>>>

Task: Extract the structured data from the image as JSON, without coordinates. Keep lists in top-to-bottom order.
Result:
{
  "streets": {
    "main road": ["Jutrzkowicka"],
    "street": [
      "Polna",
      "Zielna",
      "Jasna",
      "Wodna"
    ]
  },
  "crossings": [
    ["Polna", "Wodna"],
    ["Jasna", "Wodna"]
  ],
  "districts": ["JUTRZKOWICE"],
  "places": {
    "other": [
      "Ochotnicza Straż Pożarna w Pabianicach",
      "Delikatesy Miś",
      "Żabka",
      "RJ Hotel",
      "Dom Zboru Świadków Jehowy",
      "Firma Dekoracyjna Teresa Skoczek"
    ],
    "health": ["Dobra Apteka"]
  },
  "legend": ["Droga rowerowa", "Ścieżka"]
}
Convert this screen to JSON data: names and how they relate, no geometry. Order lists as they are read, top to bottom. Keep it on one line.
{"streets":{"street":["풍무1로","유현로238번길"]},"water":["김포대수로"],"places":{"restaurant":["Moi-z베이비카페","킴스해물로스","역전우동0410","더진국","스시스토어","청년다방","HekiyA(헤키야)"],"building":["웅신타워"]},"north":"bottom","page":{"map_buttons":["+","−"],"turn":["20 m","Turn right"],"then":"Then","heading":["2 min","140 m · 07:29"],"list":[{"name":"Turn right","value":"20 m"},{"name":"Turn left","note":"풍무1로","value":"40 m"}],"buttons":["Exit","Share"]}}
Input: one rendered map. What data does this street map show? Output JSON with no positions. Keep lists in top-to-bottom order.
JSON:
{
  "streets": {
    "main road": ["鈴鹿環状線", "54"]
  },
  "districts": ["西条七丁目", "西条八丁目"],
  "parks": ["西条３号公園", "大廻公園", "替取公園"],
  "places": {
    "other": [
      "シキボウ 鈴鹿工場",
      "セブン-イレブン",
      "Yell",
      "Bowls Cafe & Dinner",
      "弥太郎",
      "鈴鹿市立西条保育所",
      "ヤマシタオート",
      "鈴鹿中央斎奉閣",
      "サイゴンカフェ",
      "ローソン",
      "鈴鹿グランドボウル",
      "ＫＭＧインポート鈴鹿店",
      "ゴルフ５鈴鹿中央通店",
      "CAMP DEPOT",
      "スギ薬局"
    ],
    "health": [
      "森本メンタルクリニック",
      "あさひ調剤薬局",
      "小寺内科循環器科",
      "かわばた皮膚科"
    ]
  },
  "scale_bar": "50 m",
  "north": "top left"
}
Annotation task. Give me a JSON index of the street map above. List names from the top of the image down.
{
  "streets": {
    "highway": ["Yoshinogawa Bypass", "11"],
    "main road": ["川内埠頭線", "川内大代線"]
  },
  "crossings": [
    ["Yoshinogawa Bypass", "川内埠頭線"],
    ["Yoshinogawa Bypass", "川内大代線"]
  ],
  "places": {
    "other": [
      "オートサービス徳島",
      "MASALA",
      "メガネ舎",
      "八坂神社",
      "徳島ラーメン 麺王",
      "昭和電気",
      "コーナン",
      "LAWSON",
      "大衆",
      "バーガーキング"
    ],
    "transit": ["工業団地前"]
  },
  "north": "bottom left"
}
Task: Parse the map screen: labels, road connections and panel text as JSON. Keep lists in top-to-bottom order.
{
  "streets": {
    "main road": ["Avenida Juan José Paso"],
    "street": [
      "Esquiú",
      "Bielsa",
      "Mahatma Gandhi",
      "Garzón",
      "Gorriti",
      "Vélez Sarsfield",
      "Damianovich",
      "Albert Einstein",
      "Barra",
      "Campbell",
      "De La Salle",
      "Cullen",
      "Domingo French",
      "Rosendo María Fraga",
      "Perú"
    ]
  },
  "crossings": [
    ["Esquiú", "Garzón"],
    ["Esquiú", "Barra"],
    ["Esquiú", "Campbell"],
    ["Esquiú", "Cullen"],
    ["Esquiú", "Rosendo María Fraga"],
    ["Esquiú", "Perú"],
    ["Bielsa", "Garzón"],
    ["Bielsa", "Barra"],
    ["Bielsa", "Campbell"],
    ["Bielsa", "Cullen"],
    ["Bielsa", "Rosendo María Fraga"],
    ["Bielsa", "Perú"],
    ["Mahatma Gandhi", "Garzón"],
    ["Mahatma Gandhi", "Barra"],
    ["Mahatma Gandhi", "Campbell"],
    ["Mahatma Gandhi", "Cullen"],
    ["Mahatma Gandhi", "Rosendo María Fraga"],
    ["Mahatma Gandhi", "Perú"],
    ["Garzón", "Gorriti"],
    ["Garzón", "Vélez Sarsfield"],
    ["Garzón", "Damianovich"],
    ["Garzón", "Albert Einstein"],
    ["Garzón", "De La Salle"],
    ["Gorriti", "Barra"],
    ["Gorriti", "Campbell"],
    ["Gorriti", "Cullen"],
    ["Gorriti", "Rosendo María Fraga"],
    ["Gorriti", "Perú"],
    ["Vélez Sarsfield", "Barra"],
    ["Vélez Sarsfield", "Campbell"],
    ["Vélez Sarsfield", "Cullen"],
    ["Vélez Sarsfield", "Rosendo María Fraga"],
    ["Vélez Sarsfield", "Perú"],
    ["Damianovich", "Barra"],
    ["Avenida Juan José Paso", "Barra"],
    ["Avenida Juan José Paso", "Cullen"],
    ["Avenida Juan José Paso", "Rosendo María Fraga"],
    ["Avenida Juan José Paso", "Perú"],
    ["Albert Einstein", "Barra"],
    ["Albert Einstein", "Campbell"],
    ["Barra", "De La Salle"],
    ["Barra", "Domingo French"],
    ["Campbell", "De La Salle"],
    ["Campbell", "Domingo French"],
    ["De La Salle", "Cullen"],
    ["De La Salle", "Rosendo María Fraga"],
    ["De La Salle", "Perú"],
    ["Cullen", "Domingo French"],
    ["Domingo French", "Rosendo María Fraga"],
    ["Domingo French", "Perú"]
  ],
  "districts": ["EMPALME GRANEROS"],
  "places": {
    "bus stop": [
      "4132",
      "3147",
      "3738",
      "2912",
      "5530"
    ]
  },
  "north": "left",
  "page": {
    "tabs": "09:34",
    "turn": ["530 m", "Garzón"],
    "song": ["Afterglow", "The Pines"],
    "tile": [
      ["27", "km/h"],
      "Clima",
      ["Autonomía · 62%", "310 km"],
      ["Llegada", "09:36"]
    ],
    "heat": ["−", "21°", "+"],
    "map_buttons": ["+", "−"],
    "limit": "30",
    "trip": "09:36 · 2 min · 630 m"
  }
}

<<<

YOUR OBJECTIVE: Note each line of the material holding "川内埠頭線" and copy it out.

ANSWER TO THIS PROBLEM:
    "main road": ["川内埠頭線", "川内大代線"]
    ["Yoshinogawa Bypass", "川内埠頭線"],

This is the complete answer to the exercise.